You never know.


I had 5 students in my Combat Focus Shooting class this past Sunday (1-17-16).  As almost always, various levels of shooting experience, various backgrounds, various ages, etc.  Wonderful group all around.

And, as often is the case in a shooting course where you’re going to shoot more than 100 rounds or so…2 gun changes needed to be made.

The interesting case was a practically brand new Gen4 Glock 17.  Student had about 300-400 rounds through it so far, before the course.  But early on in the morning, failure to feed occurrences were popping up, ultimately with increasing frequency.  While this happily gives us the opportunity to go over malfunction clearing, to many of them indicates we have more than an occurrence, and instead may have a problem.
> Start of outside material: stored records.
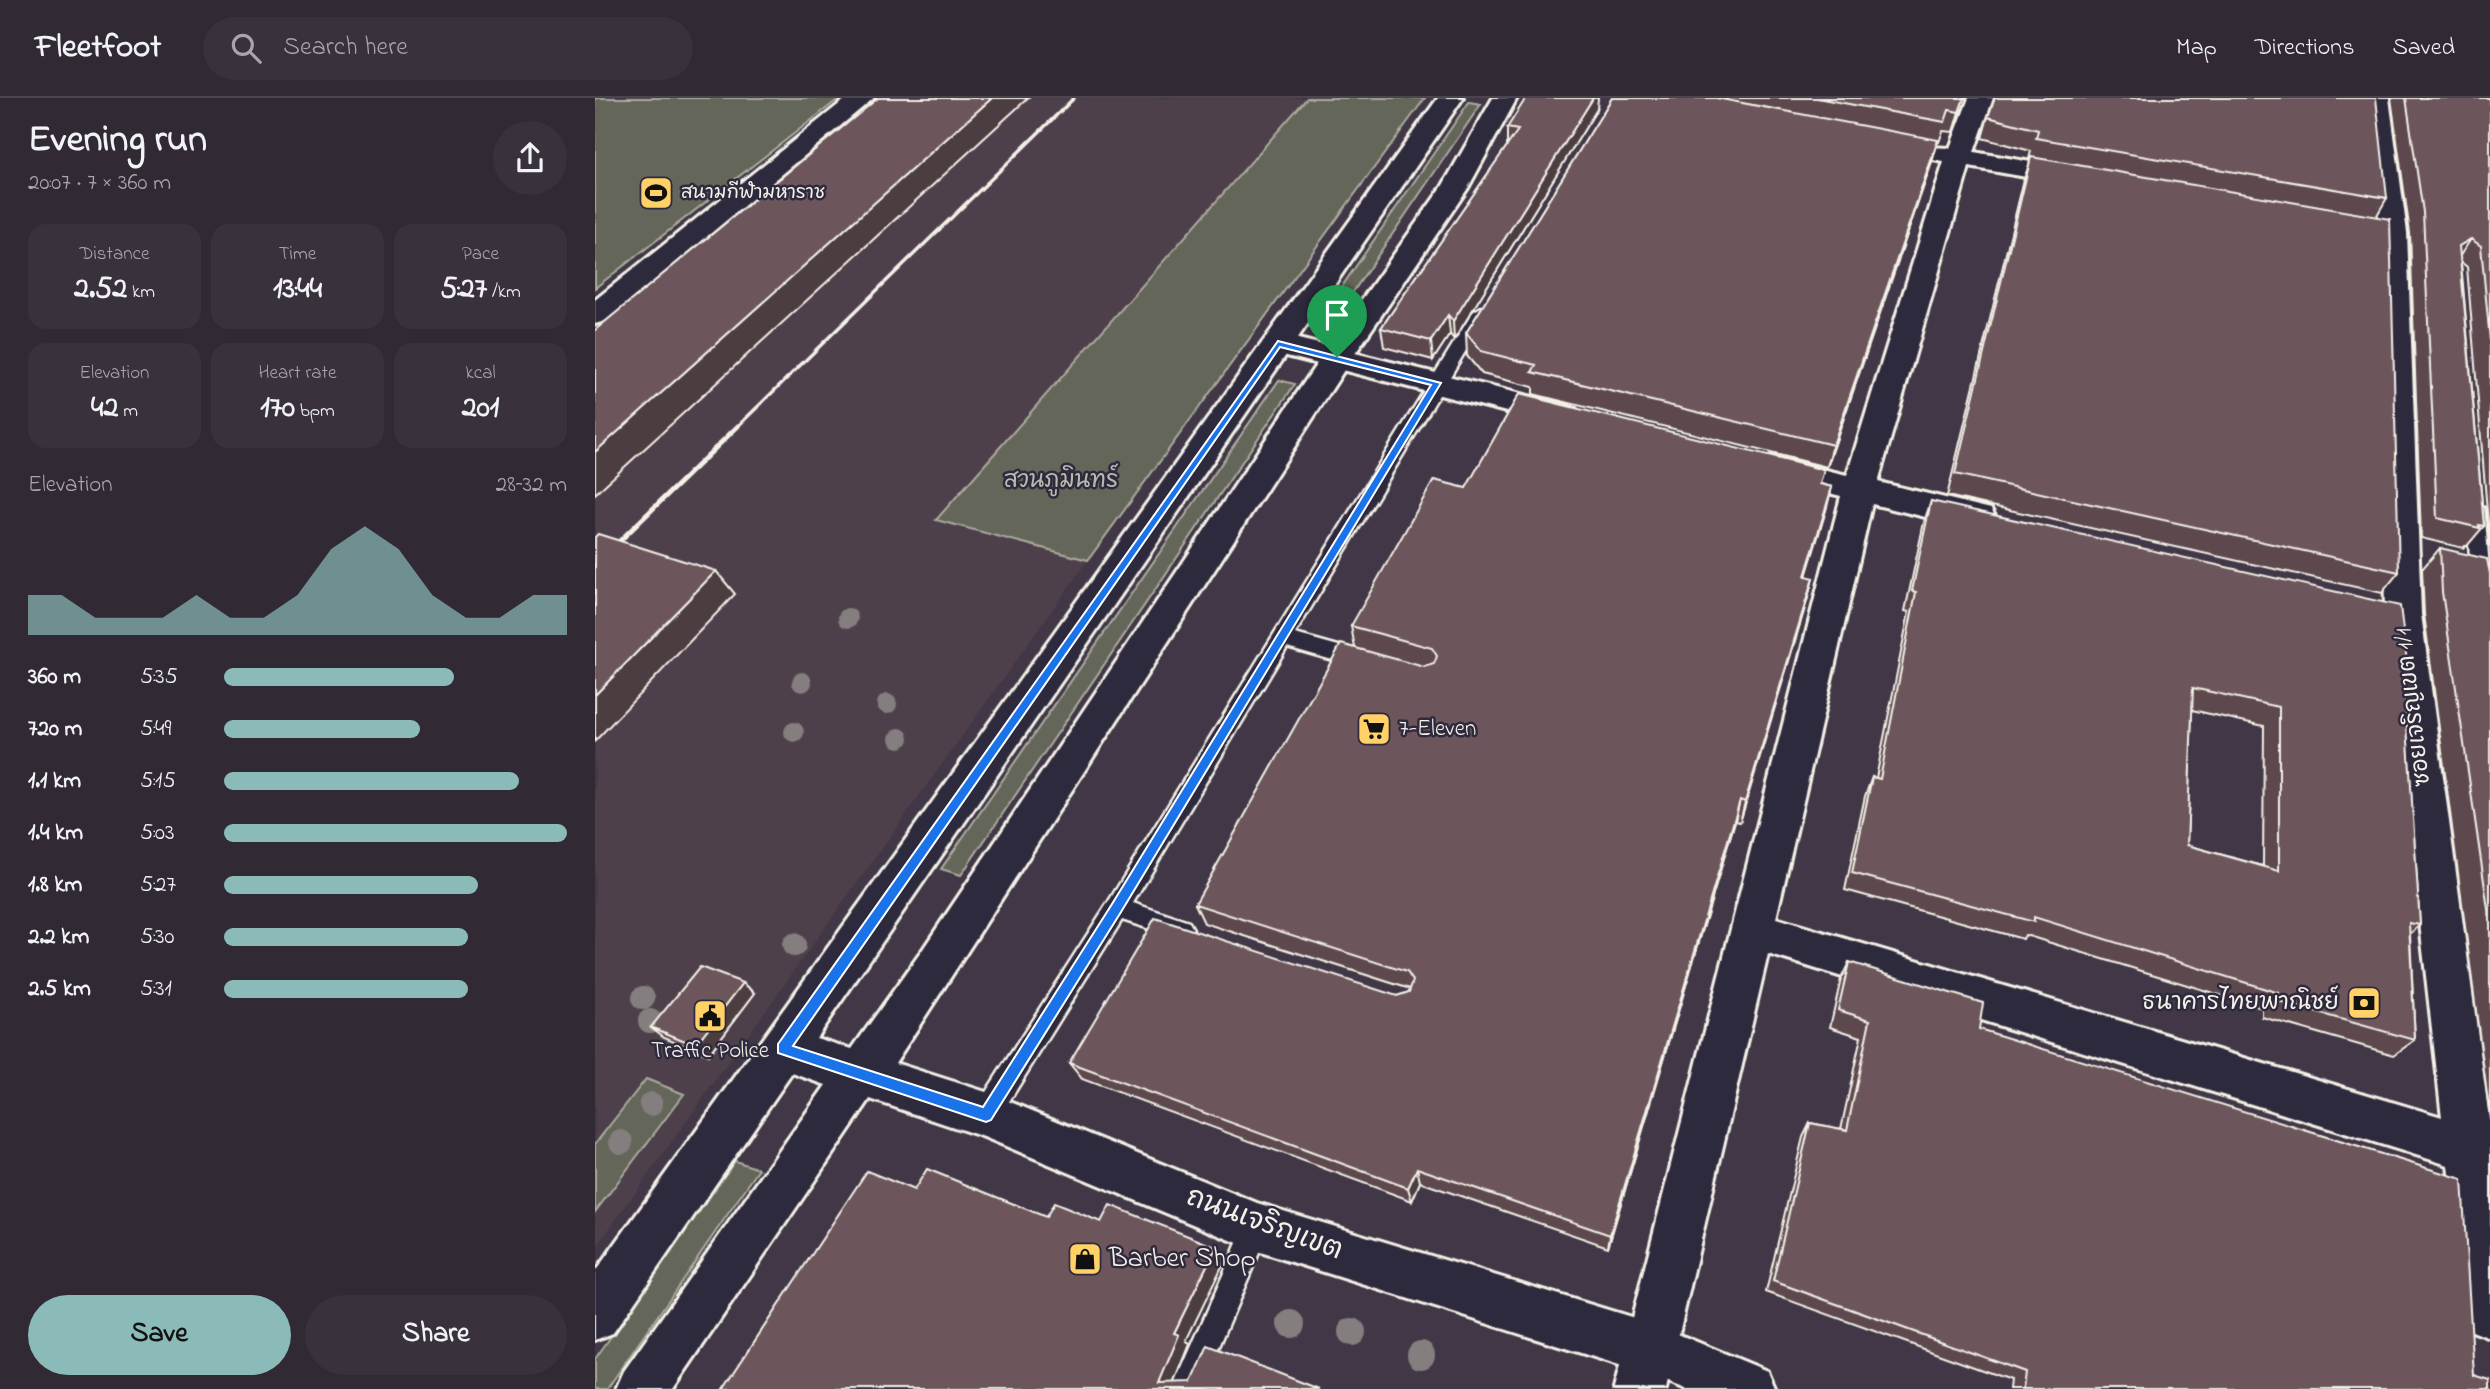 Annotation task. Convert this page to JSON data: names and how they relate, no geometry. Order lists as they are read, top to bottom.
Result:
{
  "streets": {
    "street": ["ซอยเจริญเขต 1/1", "ถนนเจริญเขต"]
  },
  "parks": ["สวนภูมินทร์"],
  "places": {
    "sports": ["สนามกีฬามหาราช"],
    "supermarket": ["7-Eleven"],
    "bank": ["ธนาคารไทยพาณิชย์"],
    "public building": ["Traffic Police"],
    "shop": ["Barber Shop"]
  },
  "page": {
    "header": "Fleetfoot",
    "search": "Search here",
    "nav": ["Map", "Directions", "Saved"],
    "heading": ["Evening run", "20:07 · 7 × 360 m"],
    "stats": [
      ["Distance", "2.52 km"],
      ["Time", "13:44"],
      ["Pace", "5:27 /km"],
      ["Elevation", "42 m"],
      ["Heart rate", "170 bpm"],
      ["kcal", "201"]
    ],
    "chart": ["Elevation", "28–32 m"],
    "list": [
      {
        "name": "360 m",
        "note": "5:35"
      },
      {
        "name": "720 m",
        "note": "5:49"
      },
      {
        "name": "1.1 km",
        "note": "5:15"
      },
      {
        "name": "1.4 km",
        "note": "5:03"
      },
      {
        "name": "1.8 km",
        "note": "5:27"
      },
      {
        "name": "2.2 km",
        "note": "5:30"
      },
      {
        "name": "2.5 km",
        "note": "5:31"
      }
    ],
    "buttons": ["Save", "Share"]
  }
} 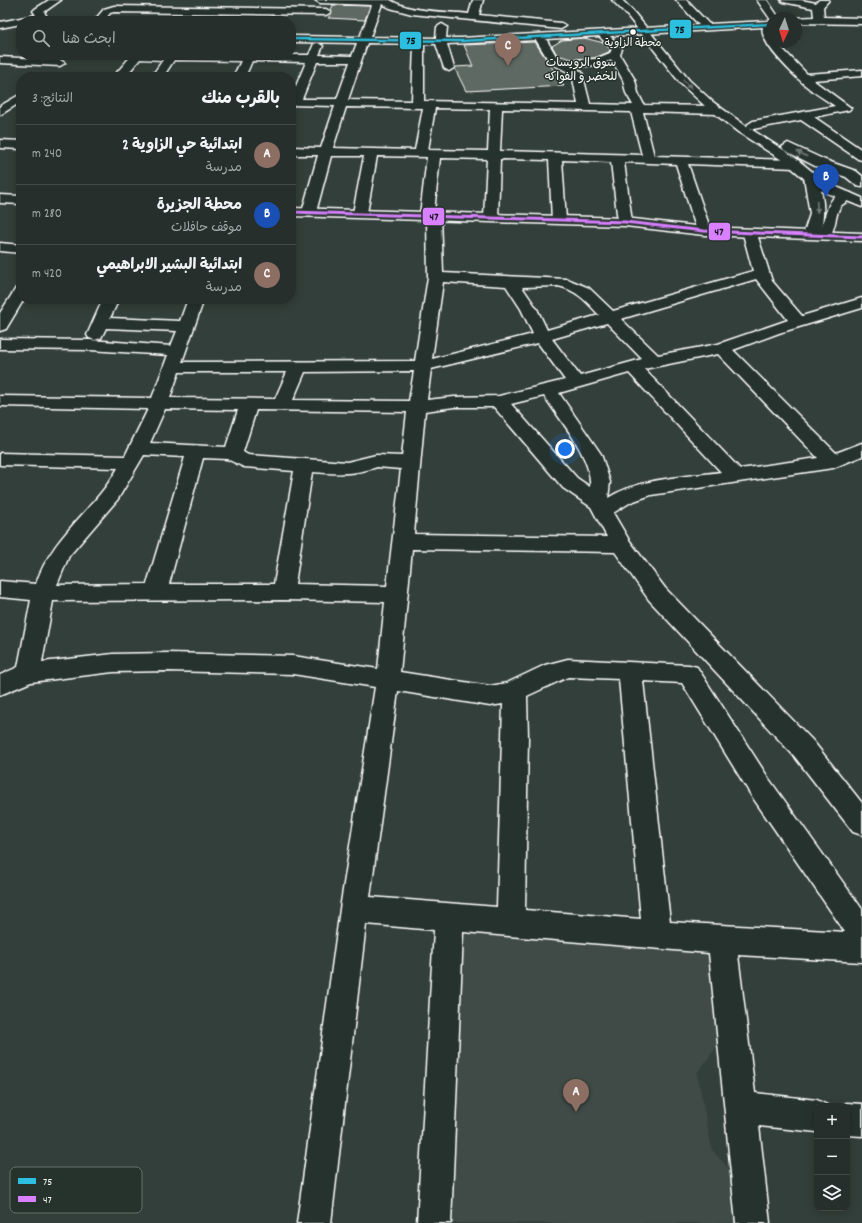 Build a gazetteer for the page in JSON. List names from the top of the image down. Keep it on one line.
{"places":["محطة الزاوية","سوق الرويسات للخضر و الفواكه"],"lines":["transit line 75","transit line 47"],"legend":["75","47"],"north":"bottom","page":{"search":"ابحث هنا","pins":["C","B","A"],"heading":["بالقرب منك","النتائج: 3"],"list":[{"mark":"A","name":"ابتدائية حي الزاوية 2","note":"مدرسة","value":"240 m"},{"mark":"B","name":"محطة الجزيرة","note":"موقف حافلات","value":"280 m"},{"mark":"C","name":"ابتدائية البشير الابراهيمي","note":"مدرسة","value":"420 m"}],"map_buttons":["+","−"]}} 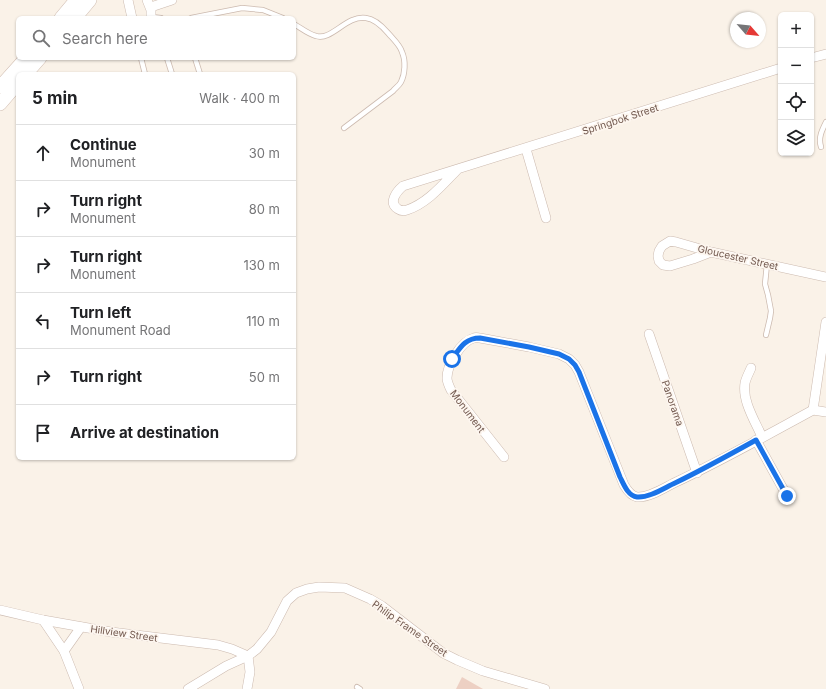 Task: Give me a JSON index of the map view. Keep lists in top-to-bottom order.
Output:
{
  "streets": {
    "street": [
      "Springbok Street",
      "Gloucester Street",
      "Panorama",
      "Monument",
      "Philip Frame Street",
      "Hillview Street"
    ]
  },
  "crossings": [
    ["Panorama", "Monument"],
    ["Philip Frame Street", "Hillview Street"]
  ],
  "north": "bottom right",
  "page": {
    "map_buttons": ["+", "−"],
    "search": "Search here",
    "heading": ["5 min", "Walk · 400 m"],
    "list": [
      ["Continue", "Monument", "30 m"],
      ["Turn right", "Monument", "80 m"],
      ["Turn right", "Monument", "130 m"],
      ["Turn left", "Monument Road", "110 m"],
      ["Turn right", "50 m"],
      "Arrive at destination"
    ]
  }
} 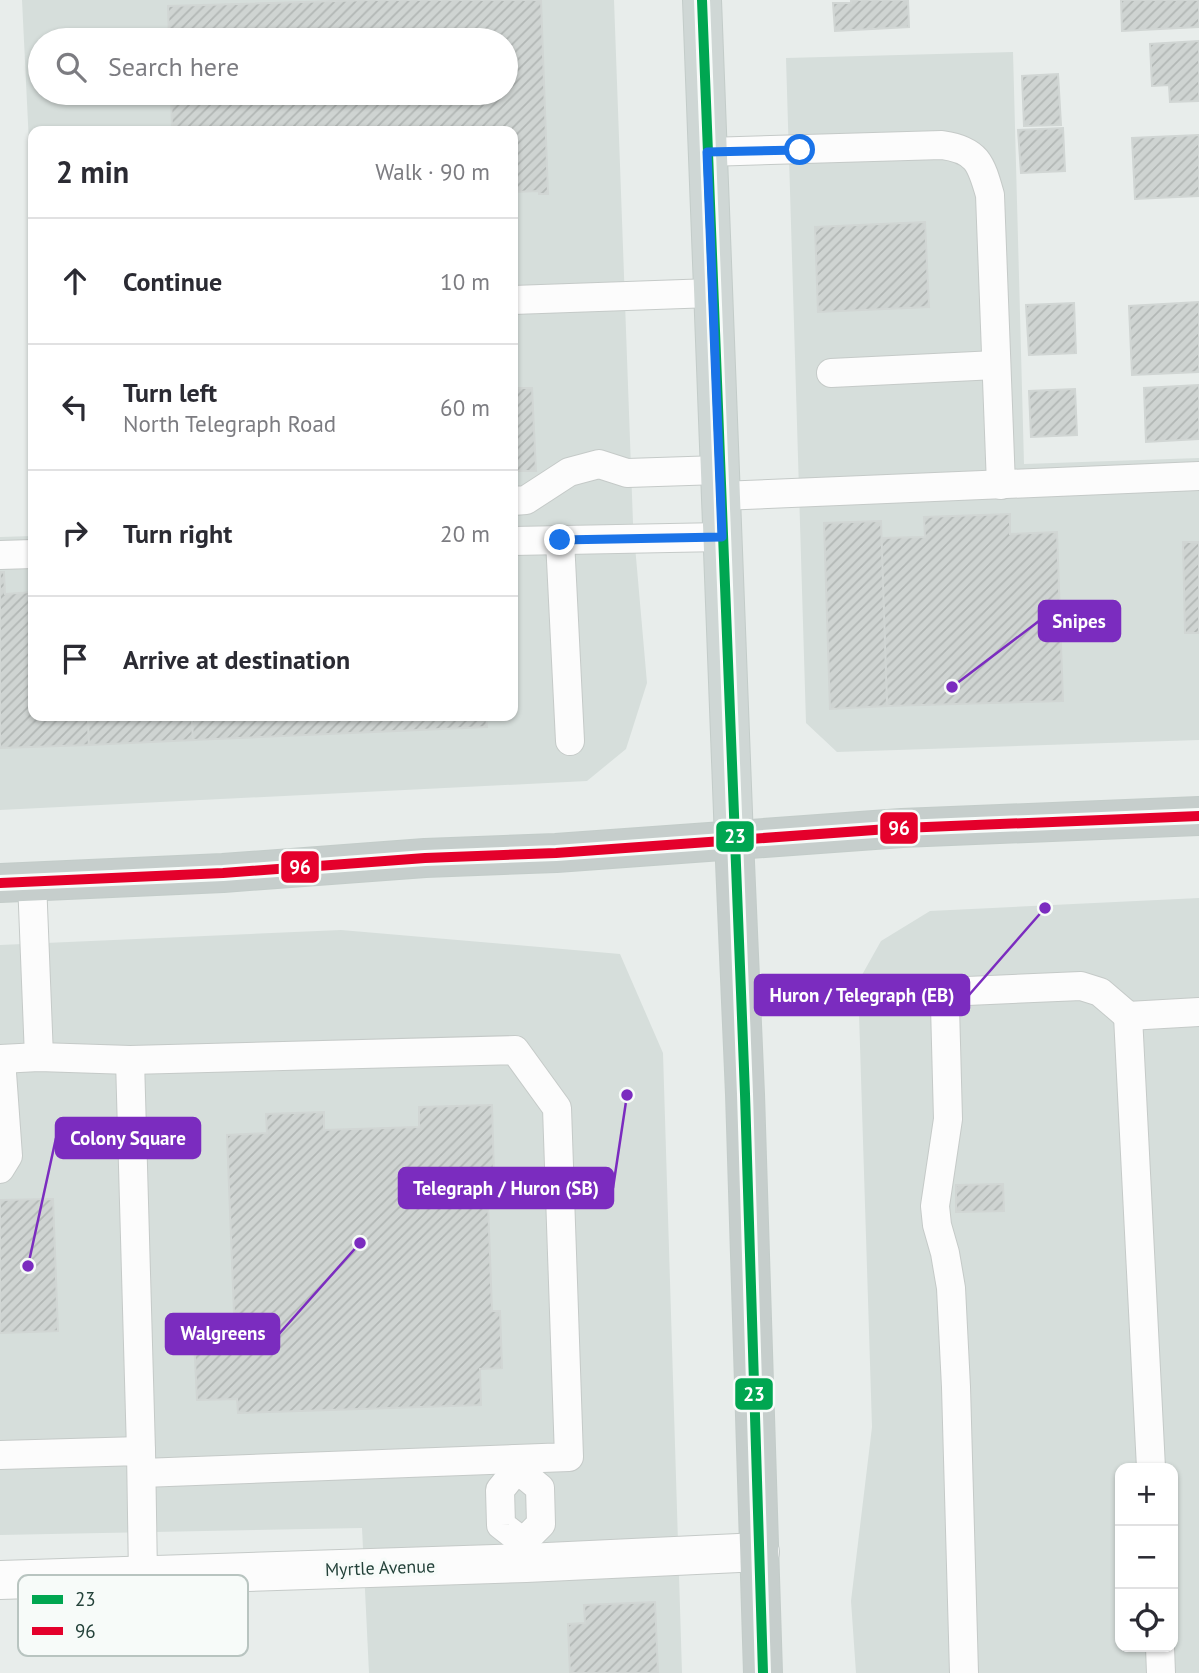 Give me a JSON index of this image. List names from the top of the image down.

We checked the students stance, posture and grip.  Good to go.  While the rest of the students went to do a mag reload, the student and I and the Glock stayed on the line.  I shot the pistol and the failure to feed happened every single shot for 3 shots in a row.  Hmm.  Ok, switch mags.  Shot the mag clear, no problems.  Shot the next mag clear, no problems.  At this point I’m thinking its the mag, maybe a bad spring.

Next we tried the same mags in a different Glock.  No problems.  Maybe its the ammo (American Eagle, 124grain, FMJ)?  We try the same 9mm ammo in other mags and other pistols.  No problems.

Finally, we tried different ammo (some ammo I brought) in the original mags in the original problematic 17.  Same failure to feed problems…in all 3 mags, the same mags that worked fine in other guns.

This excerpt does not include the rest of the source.